Submitted by siteadmin on Fri, 07/01/2005 - 00:00


  • July. 01, 2005
    Joshua Redman Elastic Band: Momentum

    By John Kelman
    All About Jazz

    While some many pine for the glory days of the '50s when jazz was more "pure," the reality is that, artistically speaking at least, the present is a great time for jazz. A more cosmopolitan affair than ever before, jazz has seen younger artists grow up with exposure to so many styles of music- inside and outside of the jazz tradition- that there's a steady osmosis allowing for the kind of cross-genre infiltration that makes for all manner of new and exciting music. Purists may balk, but when you hear an album like Momentum, Josha Redman's latest with his Elastic Band- which comfortably mixes material by Ornette Coleman, Sheryl Crow, and Led Zeppelin with Redman's own originals and a series of brief jam-like interludes- it's an encouraging indicator that jazz isn't a museum piece. It's a living, breathing form that continues to evolve with each passing year.

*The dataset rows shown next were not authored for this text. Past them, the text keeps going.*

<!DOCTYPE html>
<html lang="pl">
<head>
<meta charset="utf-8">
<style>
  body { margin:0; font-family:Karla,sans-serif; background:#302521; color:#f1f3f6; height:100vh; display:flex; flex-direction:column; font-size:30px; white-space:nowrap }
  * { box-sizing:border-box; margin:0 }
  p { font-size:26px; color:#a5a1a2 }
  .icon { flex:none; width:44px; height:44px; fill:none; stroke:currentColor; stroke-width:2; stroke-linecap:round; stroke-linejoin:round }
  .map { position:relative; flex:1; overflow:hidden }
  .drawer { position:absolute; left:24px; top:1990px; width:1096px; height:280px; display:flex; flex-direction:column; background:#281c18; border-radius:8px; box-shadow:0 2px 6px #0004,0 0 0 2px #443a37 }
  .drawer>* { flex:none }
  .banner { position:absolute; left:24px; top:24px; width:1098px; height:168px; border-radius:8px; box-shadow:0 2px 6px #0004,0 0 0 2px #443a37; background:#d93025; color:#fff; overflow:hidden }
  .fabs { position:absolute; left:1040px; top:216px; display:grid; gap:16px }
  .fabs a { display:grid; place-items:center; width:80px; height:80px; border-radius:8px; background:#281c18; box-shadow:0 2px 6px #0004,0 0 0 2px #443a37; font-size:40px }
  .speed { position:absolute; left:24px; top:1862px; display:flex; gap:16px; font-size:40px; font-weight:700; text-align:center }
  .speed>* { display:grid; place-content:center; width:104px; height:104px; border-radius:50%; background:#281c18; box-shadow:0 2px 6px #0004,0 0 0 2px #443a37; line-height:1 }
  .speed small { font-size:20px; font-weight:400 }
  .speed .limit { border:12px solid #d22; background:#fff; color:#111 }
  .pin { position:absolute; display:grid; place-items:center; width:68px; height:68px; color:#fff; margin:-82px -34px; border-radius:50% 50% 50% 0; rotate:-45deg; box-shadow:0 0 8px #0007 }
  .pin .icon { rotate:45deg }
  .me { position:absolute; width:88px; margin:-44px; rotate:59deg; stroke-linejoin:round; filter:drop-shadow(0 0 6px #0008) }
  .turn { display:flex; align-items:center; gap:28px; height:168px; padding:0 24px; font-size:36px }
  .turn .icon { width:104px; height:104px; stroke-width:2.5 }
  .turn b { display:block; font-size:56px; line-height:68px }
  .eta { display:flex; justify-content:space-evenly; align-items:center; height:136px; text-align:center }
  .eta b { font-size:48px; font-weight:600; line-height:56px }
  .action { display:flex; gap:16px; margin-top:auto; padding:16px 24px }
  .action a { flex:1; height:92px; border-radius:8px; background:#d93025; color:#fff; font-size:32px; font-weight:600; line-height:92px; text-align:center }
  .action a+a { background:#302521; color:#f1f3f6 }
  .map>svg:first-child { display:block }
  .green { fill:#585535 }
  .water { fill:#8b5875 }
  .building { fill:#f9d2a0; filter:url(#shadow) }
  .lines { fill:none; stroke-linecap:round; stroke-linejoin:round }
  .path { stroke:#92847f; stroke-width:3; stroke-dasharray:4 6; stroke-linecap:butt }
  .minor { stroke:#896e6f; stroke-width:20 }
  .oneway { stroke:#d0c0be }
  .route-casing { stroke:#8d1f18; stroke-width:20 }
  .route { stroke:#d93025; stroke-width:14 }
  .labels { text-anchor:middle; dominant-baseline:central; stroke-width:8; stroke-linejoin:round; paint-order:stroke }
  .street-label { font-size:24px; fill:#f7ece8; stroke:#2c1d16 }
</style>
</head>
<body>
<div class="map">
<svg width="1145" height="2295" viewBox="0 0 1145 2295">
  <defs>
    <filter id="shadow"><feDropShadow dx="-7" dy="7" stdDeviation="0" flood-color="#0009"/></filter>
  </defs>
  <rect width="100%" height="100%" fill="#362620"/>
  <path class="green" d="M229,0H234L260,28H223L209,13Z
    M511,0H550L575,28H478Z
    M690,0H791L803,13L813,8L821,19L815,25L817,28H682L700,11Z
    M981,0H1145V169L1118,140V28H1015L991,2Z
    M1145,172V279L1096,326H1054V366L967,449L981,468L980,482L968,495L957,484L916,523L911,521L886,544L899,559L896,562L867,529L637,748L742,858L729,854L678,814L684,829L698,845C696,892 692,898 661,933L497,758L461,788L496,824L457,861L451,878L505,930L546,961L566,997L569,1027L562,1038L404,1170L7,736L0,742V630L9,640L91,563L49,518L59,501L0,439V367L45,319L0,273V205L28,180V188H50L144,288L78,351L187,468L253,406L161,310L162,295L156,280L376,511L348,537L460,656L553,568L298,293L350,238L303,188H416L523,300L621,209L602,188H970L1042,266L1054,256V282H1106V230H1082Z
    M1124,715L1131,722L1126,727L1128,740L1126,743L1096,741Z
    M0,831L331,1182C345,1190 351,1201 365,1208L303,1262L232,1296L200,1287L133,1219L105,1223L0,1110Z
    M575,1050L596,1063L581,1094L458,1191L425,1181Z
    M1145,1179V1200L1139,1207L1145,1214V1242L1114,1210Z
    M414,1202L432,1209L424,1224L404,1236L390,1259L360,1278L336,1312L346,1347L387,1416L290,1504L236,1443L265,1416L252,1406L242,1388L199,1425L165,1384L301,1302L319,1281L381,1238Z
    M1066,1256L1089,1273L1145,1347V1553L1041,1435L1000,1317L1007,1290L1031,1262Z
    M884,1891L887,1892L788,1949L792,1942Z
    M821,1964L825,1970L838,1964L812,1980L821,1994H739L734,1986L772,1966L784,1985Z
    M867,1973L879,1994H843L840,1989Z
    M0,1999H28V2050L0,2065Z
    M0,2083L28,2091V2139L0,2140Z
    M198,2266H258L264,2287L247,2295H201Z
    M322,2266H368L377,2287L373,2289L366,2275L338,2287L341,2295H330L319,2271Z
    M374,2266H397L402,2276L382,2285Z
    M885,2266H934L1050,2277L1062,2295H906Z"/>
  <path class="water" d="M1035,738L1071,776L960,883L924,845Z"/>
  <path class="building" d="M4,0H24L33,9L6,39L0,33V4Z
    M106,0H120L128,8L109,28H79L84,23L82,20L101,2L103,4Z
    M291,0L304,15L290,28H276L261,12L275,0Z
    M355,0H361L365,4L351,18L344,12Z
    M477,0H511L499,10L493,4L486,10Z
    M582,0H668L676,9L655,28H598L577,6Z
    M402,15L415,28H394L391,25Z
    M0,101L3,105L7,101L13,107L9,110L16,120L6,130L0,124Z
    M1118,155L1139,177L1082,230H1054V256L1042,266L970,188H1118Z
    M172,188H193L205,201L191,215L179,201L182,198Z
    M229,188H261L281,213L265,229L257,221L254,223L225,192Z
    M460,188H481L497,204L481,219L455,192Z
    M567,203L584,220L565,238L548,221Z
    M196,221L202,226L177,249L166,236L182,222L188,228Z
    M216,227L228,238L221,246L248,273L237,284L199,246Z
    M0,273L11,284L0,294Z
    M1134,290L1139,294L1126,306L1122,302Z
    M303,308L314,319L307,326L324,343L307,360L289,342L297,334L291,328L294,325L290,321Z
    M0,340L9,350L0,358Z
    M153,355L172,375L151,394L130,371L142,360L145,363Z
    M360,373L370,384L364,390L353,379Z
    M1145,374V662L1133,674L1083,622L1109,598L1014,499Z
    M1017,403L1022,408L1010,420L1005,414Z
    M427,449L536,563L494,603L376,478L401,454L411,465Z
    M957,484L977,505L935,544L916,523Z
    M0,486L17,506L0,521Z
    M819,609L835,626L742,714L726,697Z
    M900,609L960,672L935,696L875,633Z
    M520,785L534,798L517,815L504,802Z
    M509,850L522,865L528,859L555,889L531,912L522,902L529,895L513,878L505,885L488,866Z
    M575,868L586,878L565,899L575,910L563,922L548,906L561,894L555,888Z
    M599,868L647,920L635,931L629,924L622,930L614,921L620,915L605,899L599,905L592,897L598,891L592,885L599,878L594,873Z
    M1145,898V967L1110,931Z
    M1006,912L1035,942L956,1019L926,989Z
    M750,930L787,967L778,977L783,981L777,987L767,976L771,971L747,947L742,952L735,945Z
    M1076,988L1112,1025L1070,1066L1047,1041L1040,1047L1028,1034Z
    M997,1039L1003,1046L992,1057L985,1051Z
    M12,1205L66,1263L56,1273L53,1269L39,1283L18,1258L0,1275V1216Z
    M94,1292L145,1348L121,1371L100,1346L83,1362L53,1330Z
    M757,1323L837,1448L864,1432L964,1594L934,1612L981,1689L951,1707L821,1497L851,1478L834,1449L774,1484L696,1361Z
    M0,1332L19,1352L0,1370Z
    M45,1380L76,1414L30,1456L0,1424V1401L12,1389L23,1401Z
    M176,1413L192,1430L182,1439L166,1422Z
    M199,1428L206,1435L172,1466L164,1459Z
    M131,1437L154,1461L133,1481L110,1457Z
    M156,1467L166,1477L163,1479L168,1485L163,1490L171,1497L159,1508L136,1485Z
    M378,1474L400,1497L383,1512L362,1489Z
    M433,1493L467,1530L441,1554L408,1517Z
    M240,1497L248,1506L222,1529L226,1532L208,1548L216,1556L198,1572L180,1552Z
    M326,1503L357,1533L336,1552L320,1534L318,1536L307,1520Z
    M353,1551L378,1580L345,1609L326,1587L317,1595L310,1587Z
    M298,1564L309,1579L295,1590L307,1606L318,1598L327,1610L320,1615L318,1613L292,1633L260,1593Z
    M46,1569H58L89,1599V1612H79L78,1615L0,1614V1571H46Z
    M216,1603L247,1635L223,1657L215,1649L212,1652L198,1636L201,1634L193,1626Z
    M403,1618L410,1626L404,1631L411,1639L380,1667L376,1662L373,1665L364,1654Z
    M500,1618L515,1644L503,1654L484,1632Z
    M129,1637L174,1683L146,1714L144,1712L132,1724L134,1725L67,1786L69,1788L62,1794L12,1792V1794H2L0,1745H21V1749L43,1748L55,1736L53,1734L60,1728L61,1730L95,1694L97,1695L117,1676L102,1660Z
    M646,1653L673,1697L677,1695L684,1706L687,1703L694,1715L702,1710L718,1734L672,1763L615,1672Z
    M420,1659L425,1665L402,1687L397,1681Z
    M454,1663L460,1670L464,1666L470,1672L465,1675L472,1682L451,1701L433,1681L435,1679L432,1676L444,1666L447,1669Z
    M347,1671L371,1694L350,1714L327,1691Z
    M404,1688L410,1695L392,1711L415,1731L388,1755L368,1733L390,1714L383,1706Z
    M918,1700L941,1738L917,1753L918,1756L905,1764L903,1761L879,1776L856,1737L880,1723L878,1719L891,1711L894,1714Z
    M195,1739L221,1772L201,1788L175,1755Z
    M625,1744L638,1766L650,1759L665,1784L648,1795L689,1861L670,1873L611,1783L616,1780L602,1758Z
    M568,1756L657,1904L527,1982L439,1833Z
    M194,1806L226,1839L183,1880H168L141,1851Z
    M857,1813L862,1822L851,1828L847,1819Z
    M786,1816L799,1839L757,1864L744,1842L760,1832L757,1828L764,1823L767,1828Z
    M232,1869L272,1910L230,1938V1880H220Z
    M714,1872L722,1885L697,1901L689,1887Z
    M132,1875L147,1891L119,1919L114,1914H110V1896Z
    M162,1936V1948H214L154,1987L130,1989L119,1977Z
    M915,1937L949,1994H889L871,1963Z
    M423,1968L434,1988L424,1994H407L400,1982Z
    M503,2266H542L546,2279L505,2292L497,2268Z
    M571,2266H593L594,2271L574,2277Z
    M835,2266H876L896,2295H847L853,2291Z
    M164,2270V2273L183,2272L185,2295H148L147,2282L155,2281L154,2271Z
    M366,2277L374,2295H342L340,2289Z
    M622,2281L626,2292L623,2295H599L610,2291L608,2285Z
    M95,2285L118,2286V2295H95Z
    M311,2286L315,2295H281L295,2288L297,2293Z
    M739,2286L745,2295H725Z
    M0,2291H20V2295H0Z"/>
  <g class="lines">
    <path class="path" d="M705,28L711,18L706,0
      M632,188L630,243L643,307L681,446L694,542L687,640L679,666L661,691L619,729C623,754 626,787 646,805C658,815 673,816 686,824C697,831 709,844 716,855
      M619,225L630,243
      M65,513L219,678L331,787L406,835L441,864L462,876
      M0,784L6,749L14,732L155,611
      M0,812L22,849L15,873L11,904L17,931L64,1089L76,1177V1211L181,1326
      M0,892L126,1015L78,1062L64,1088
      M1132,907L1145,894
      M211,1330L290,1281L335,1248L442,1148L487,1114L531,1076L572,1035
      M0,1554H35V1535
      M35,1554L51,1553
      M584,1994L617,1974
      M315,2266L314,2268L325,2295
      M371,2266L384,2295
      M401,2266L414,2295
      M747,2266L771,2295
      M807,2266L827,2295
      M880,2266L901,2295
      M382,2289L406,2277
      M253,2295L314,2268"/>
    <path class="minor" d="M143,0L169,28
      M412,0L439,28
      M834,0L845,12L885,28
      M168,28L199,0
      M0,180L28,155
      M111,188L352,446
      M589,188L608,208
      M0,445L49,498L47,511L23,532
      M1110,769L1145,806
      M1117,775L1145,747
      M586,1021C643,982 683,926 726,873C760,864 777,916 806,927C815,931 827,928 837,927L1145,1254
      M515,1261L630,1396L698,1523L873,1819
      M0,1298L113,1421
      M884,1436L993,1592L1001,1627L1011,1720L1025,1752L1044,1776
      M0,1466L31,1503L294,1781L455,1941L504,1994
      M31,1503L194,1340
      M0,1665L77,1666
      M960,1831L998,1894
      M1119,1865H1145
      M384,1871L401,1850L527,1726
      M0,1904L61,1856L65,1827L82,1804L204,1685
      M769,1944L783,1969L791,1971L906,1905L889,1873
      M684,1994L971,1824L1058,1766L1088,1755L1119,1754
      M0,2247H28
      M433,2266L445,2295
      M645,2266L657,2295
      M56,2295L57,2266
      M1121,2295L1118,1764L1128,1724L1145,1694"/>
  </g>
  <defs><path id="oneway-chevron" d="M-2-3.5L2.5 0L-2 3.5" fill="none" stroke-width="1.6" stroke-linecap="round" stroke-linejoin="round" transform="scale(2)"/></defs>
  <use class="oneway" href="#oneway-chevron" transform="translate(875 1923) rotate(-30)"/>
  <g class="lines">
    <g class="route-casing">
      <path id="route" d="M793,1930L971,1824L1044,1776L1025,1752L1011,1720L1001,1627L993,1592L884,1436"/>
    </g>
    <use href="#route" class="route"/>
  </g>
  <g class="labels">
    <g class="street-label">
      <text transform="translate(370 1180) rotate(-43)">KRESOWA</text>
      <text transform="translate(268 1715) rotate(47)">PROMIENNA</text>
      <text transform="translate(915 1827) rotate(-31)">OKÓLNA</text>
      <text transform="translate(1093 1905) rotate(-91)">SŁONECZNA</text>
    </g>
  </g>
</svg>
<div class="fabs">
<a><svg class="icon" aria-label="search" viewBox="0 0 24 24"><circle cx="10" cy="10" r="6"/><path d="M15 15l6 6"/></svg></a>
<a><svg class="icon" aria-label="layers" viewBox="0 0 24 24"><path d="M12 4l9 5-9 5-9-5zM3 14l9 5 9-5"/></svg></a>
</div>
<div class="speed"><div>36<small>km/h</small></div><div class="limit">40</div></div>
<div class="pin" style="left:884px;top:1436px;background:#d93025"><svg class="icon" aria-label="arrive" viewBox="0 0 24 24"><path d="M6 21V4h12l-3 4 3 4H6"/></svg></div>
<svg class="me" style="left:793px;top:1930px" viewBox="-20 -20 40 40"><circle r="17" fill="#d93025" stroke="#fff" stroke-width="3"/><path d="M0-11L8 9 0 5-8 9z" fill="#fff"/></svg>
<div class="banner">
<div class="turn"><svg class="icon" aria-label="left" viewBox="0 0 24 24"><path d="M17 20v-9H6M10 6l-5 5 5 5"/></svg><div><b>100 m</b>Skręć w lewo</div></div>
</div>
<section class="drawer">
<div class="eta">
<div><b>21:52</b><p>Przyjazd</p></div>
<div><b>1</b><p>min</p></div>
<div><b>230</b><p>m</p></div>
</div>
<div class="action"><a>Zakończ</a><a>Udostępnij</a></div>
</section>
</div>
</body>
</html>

    Redman and keyboardist Sam Yahel, who makes up the core of the Elastic Band along with alternating drummers Brian Blade and Jeff Ballard, know that it's possible to make funky, groove-centric music that doesn't fall anywhere close to the area of smooth jazz. Probably the most significant precedent for much of the music on Momentum is Herbie Hancock's Headhunters recordings from the '70s. But Redman's perspective is less dense than Hancock's layered keyboard approach, and while the group looks back with fondness, they are equally rooted in the present and perhaps positing for a new kind of accessible music that never panders to a lowest common denominator. The easy rhythms and accessible veneer of Momentum belie a greater depth. One need-only listen to the contemporary yet open-ended arrangement of Coleman's "Lonely Woman," beside the folk-like lyricism of Crowe's "Riverwide," to appreciate the true breadth of everyone's reach.